The mark of a great book is one that is meant to be read with pleasure. Written in a conversational manner that was his trademark as an author, Woodrow Wilson's On Being Human is meant not only to be read but also to be pondered thoroughly. It instructs and informs, startles and provokes, arouses and amuses the reader with a keen enthusiasm for seeing and taking pleasure in the affairs of the world.
(Thomas) Woodrow Wilson, Ph.D., Litt.D., LL.D. (1856-1924) was born in Virginia and graduated from Princeton University. Eventually turning from law practice to postgraduate work in political science at Johns Hopkins University, he received his Ph.D. in 1886.
With the aid of the New Jersey Democratic machine, he secured the gubernatorial nomination and went on to win the governorship of New Jersey. Wilson's gubernatorial record brought him to the forefront of national politics, and he was elected to the presidency in 1912 and was subsequently re-elected in 1916.

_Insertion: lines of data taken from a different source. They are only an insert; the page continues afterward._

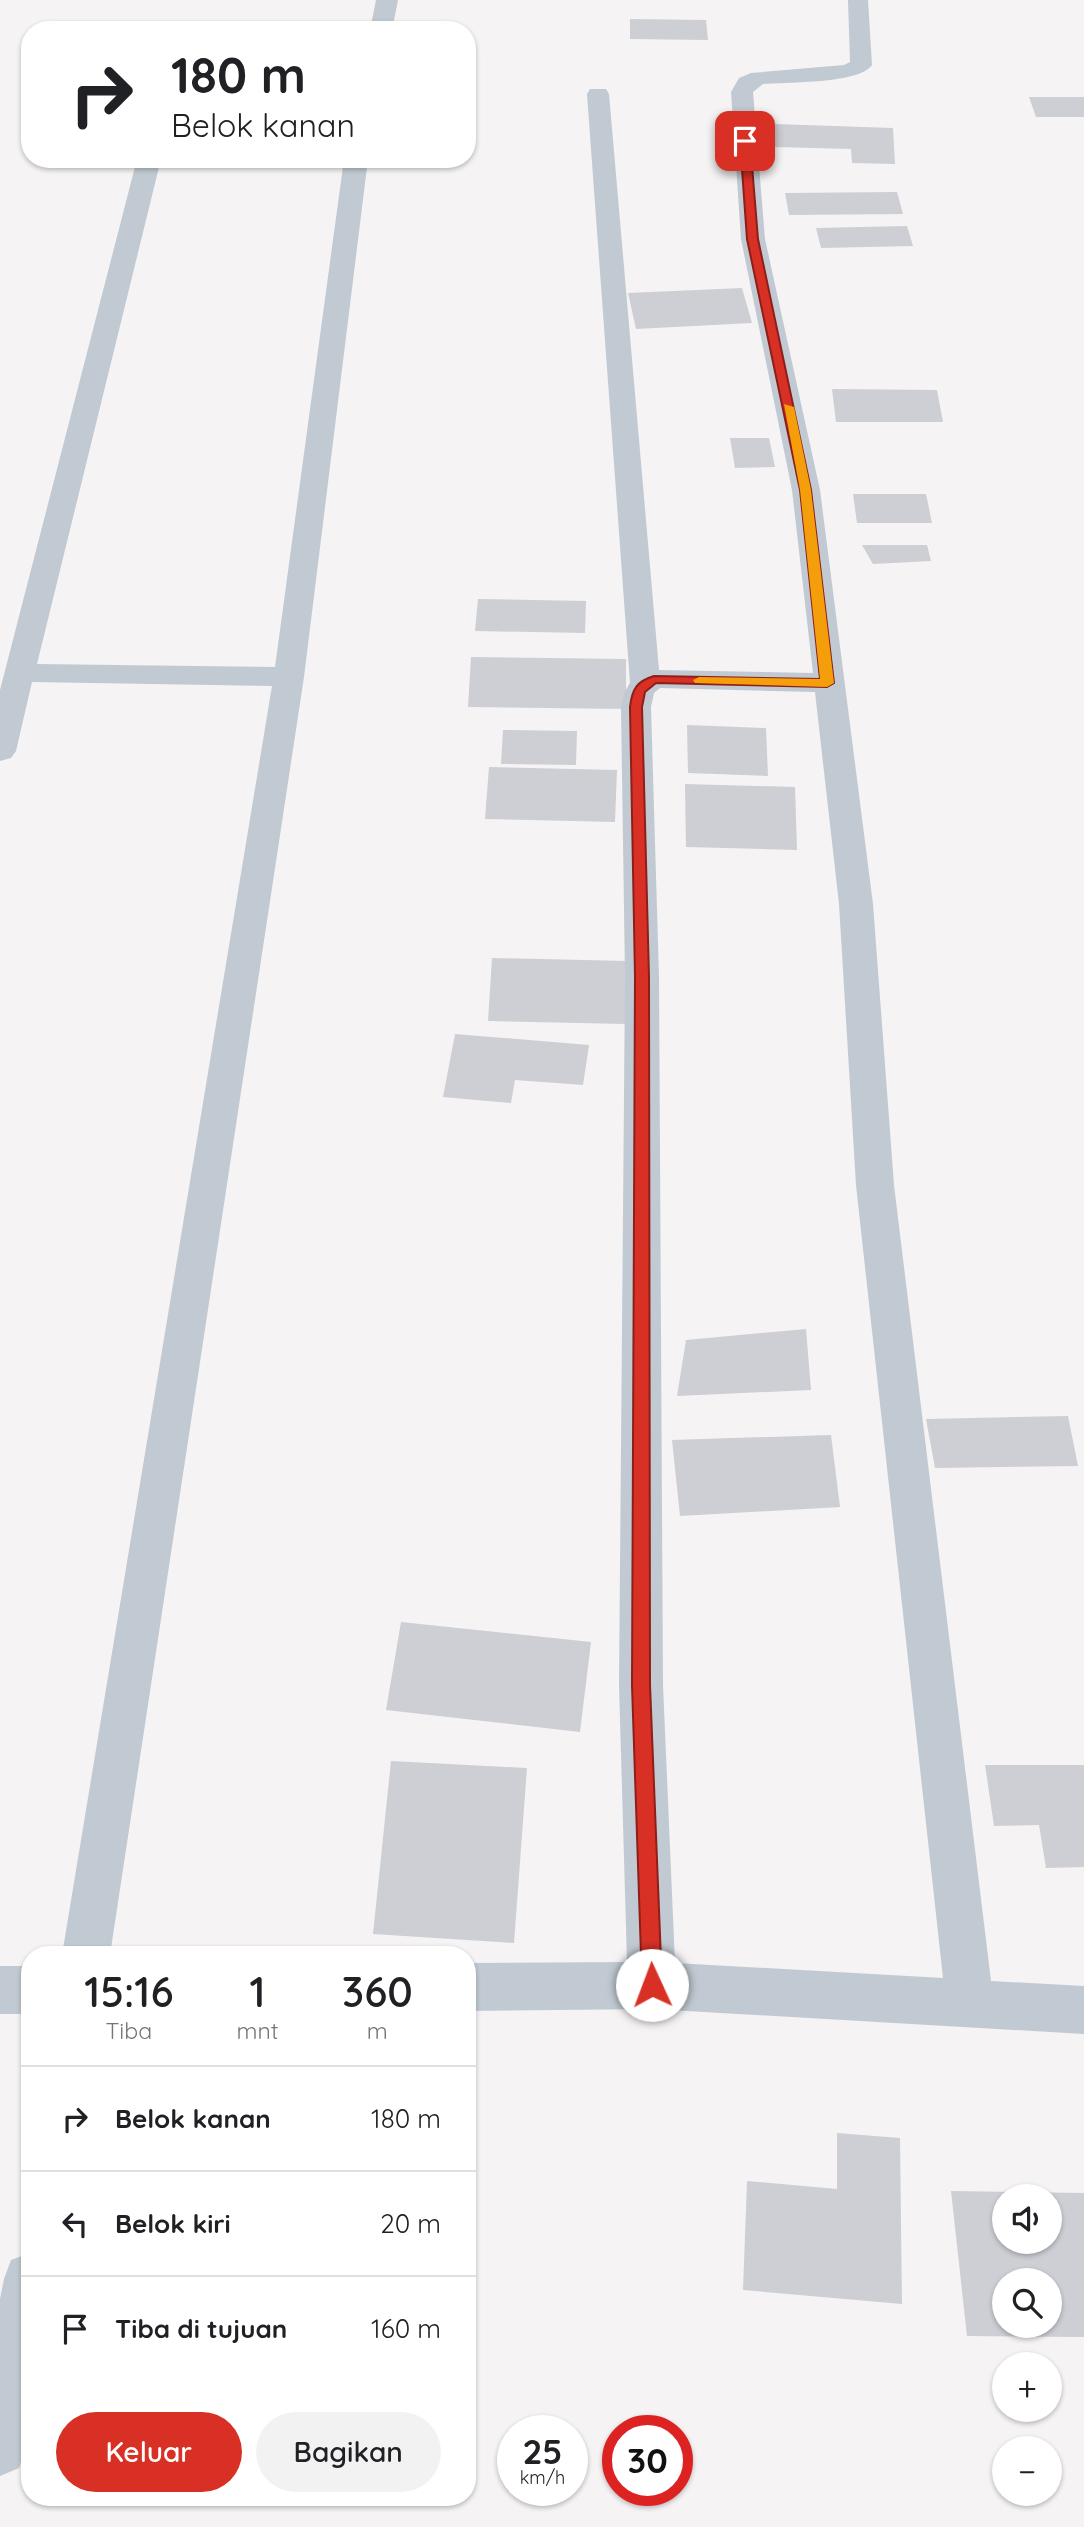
<!DOCTYPE html>
<html lang="id">
<head>
<meta charset="utf-8">
<style>
  :root { --surface:#fff; --page:#f2f2f2; --text:#202124; --muted:#757577; --line:#e0e0e0; --accent:#d93025 }
  body { margin:0; font-family:Quicksand,sans-serif; background:var(--page); color:var(--text); height:100vh; display:flex; flex-direction:column; font-size:26px; white-space:nowrap }
  * { box-sizing:border-box; margin:0 }
  p { font-size:23px; color:var(--muted) }
  .icon { flex:none; width:38px; height:38px; fill:none; stroke:currentColor; stroke-width:2; stroke-linecap:round; stroke-linejoin:round }
  .map { position:relative; flex:1; overflow:hidden }
  .details { position:absolute; left:21px; top:1946px; width:455px; height:560px; display:flex; flex-direction:column; background:var(--surface); border-radius:28px; box-shadow:0 2px 5px #0004 }
  .details>* { flex:none }
  .guide { position:absolute; left:21px; top:21px; width:455px; height:147px; border-radius:28px; box-shadow:0 2px 5px #0004; background:#fff; color:var(--text); overflow:hidden }
  .controls { position:absolute; left:992px; top:2184px; display:grid; gap:14px }
  .controls a { display:grid; place-items:center; width:70px; height:70px; border-radius:50%; background:var(--surface); box-shadow:0 2px 5px #0004; font-size:35px }
  .speed { position:absolute; left:497px; top:2415px; display:flex; gap:14px; font-size:35px; font-weight:700; text-align:center }
  .speed>* { display:grid; place-content:center; width:91px; height:91px; border-radius:50%; background:var(--surface); box-shadow:0 2px 5px #0004; line-height:1 }
  .speed small { font-size:18px; font-weight:400 }
  .speed .limit { border:10px solid #d22; background:#fff; color:#111 }
  .pin { position:absolute; display:grid; place-items:center; width:60px; height:60px; color:#fff; margin:-30px; border-radius:14px; box-shadow:0 4px 10px #0006 }
  .me { position:absolute; width:77px; margin:-38px; rotate:358deg; stroke-linejoin:round; filter:drop-shadow(0 0 5px #0008) }
  .turn { display:flex; align-items:center; gap:24px; height:147px; padding:0 35px; font-size:32px }
  .turn .icon { width:91px; height:91px; stroke-width:2.5 }
  .turn b { display:block; font-size:49px; line-height:60px }
  .eta { display:flex; justify-content:space-evenly; align-items:center; height:119px; text-align:center }
  .eta b { font-size:42px; font-weight:600; line-height:49px }
  .button { display:flex; gap:14px; margin-top:auto; padding:14px 35px }
  .button a { flex:1; height:80px; border-radius:42px; background:var(--accent); color:#fff; font-size:28px; font-weight:600; line-height:80px; text-align:center }
  .button a+a { background:var(--page); color:var(--text) }
  ul { padding:0; list-style:none }
  li { display:flex; align-items:center; gap:21px; height:105px; padding:0 35px; border-top:2px solid var(--line) }
  li div { flex:1 }
  li b { display:block; font-size:26px }
  li em { font-style:normal }
  .map>svg:first-child { display:block }
</style>
</head>
<body>
<div class="map">
<svg width="1084" height="2527" viewBox="0 0 1084 2527">
  <rect width="100%" height="100%" fill="#f5f3f3"/>
  <!-- building -->
  <path fill="#cdcfd5" fill-rule="evenodd" d="M630,19L706,20L708,40L630,39Z
    M1029,97H1084V117H1036Z
    M775,124L893,128L895,164L852,163L851,149L775,147Z
    M897,192L903,214L789,215L785,193Z
    M907,226L913,246L821,248L816,228Z
    M742,288L752,323L636,329L628,293Z
    M832,389L937,390L943,422H836Z
    M730,438H769L775,467L735,468Z
    M853,494H926L932,523H857Z
    M862,545H927L931,561L873,564Z
    M478,599L586,601L585,633L475,631Z
    M471,657L626,659V709L468,707Z
    M687,725L766,728L768,776L688,773Z
    M503,730L577,731L576,765L501,764Z
    M489,767L617,770L615,822L485,819Z
    M685,784L795,787L797,850L686,847Z
    M492,958L627,961L626,1024L488,1021Z
    M455,1034L589,1045L583,1085L515,1080L511,1103L443,1097Z
    M806,1329L811,1390L677,1396L686,1340Z
    M1068,1416L1078,1466L935,1468L926,1419Z
    M831,1435L840,1507L680,1516L672,1440Z
    M401,1622L591,1642L580,1732L386,1710Z
    M391,1761L527,1768L514,1943L373,1934Z
    M985,1765H1084V1867L1046,1868L1039,1825L994,1826Z
    M837,2133L900,2138L902,2304L743,2290L747,2181L837,2189Z
    M951,2191L1084,2193V2337L967,2336ZM1004,2196H1050V2242H1004ZM1004,2280H1050V2326H1004Z"/>
  <g fill="none" stroke-linecap="round" stroke-linejoin="round">
    <!-- minor -->
    <path fill="#c1cad2" fill-rule="evenodd" d="M376,0H398L392,30H370Z
      M848,0H868L872,65C859,84 787,82 763,84L753,92L765,239L820,490L873,904L894,1185L991,1981L1084,1986V2034L652,2009L467,2011V1963L627,1962L619,1685L625,977L621,707L624,693L630,683L587,94L590,89H606L609,94L659,670L813,673L792,490L741,239L731,92L739,78L751,73L844,65L850,62ZM660,688L815,692L839,904L856,1185L943,1978L675,1963L663,1685L659,977L651,707L654,693Z
      M137,159H161L37,664L275,667L344,159H368L304,677L110,1955H62L272,686L32,682L16,751L11,758L0,761V690Z
      M0,1966H30V2014H0Z
      M30,2253V2435L19,2468L0,2476V2299L4,2279L11,2260Z"/>
  </g>
  <!-- route -->
  <path fill="#d93025" stroke="#8d1f18" stroke-width="2" d="M745,138L750,141L758,239L811,490L834,683L827,687L656,683L645,692L642,707L649,977L650,1685L662,1985L659,1992L652,1994L645,1992L642,1985L632,1685L635,977L630,707C632,689 637,681 654,676L820,679L800,490L747,239L740,141Z"/>
  <!-- slow -->
  <path fill="#f59e0b" d="M784,404L794,407L811,490L834,683L827,687L695,683L693,680L699,677L820,679L800,490Z"/>
</svg>
<div class="controls">
<a><svg class="icon" aria-label="sound" viewBox="0 0 24 24"><path d="M4 9h4l5-4v14l-5-4H4zM17 9q2 3 0 6"/></svg></a>
<a><svg class="icon" aria-label="search" viewBox="0 0 24 24"><circle cx="10" cy="10" r="6"/><path d="M15 15l6 6"/></svg></a>
<a>+</a>
<a>−</a>
</div>
<div class="speed"><div>25<small>km/h</small></div><div class="limit">30</div></div>
<div class="pin" style="left:745px;top:141px;background:#d93025"><svg class="icon" aria-label="arrive" viewBox="0 0 24 24"><path d="M6 21V4h12l-3 4 3 4H6"/></svg></div>
<svg class="me" style="left:652px;top:1985px" viewBox="-20 -20 40 40"><circle r="19" fill="#fff"/><path d="M0-13L10 11 0 6-10 11z" fill="#d93025"/></svg>
<div class="guide">
<div class="turn"><svg class="icon" aria-label="right" viewBox="0 0 24 24"><path d="M7 20v-9h11M14 6l5 5-5 5"/></svg><div><b>180 m</b>Belok kanan</div></div>
</div>
<section class="details">
<div class="eta">
<div><b>15:16</b><p>Tiba</p></div>
<div><b>1</b><p>mnt</p></div>
<div><b>360</b><p>m</p></div>
</div>
<ul>
<li><svg class="icon" aria-label="right" viewBox="0 0 24 24"><path d="M7 20v-9h11M14 6l5 5-5 5"/></svg><div><b>Belok kanan</b></div><em>180 m</em></li>
<li><svg class="icon" aria-label="left" viewBox="0 0 24 24"><path d="M17 20v-9H6M10 6l-5 5 5 5"/></svg><div><b>Belok kiri</b></div><em>20 m</em></li>
<li><svg class="icon" aria-label="arrive" viewBox="0 0 24 24"><path d="M6 21V4h12l-3 4 3 4H6"/></svg><div><b>Tiba di tujuan</b></div><em>160 m</em></li>
</ul>
<div class="button"><a>Keluar</a><a>Bagikan</a></div>
</section>
</div>
</body>
</html>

Wilson's writings on history and jurisprudence include Division and Reunion, 1829-1889 (1893), George Washington (1896), the five-volume History of the American People (1902), and Constitutional Government in the United States (1908). These books are distinguished by a wide knowledge of constitutional law and by the severe and polished literary style that also characterizes An Old Master and Other Political Essays (1893) and Mere Literature and Other Essays (1893).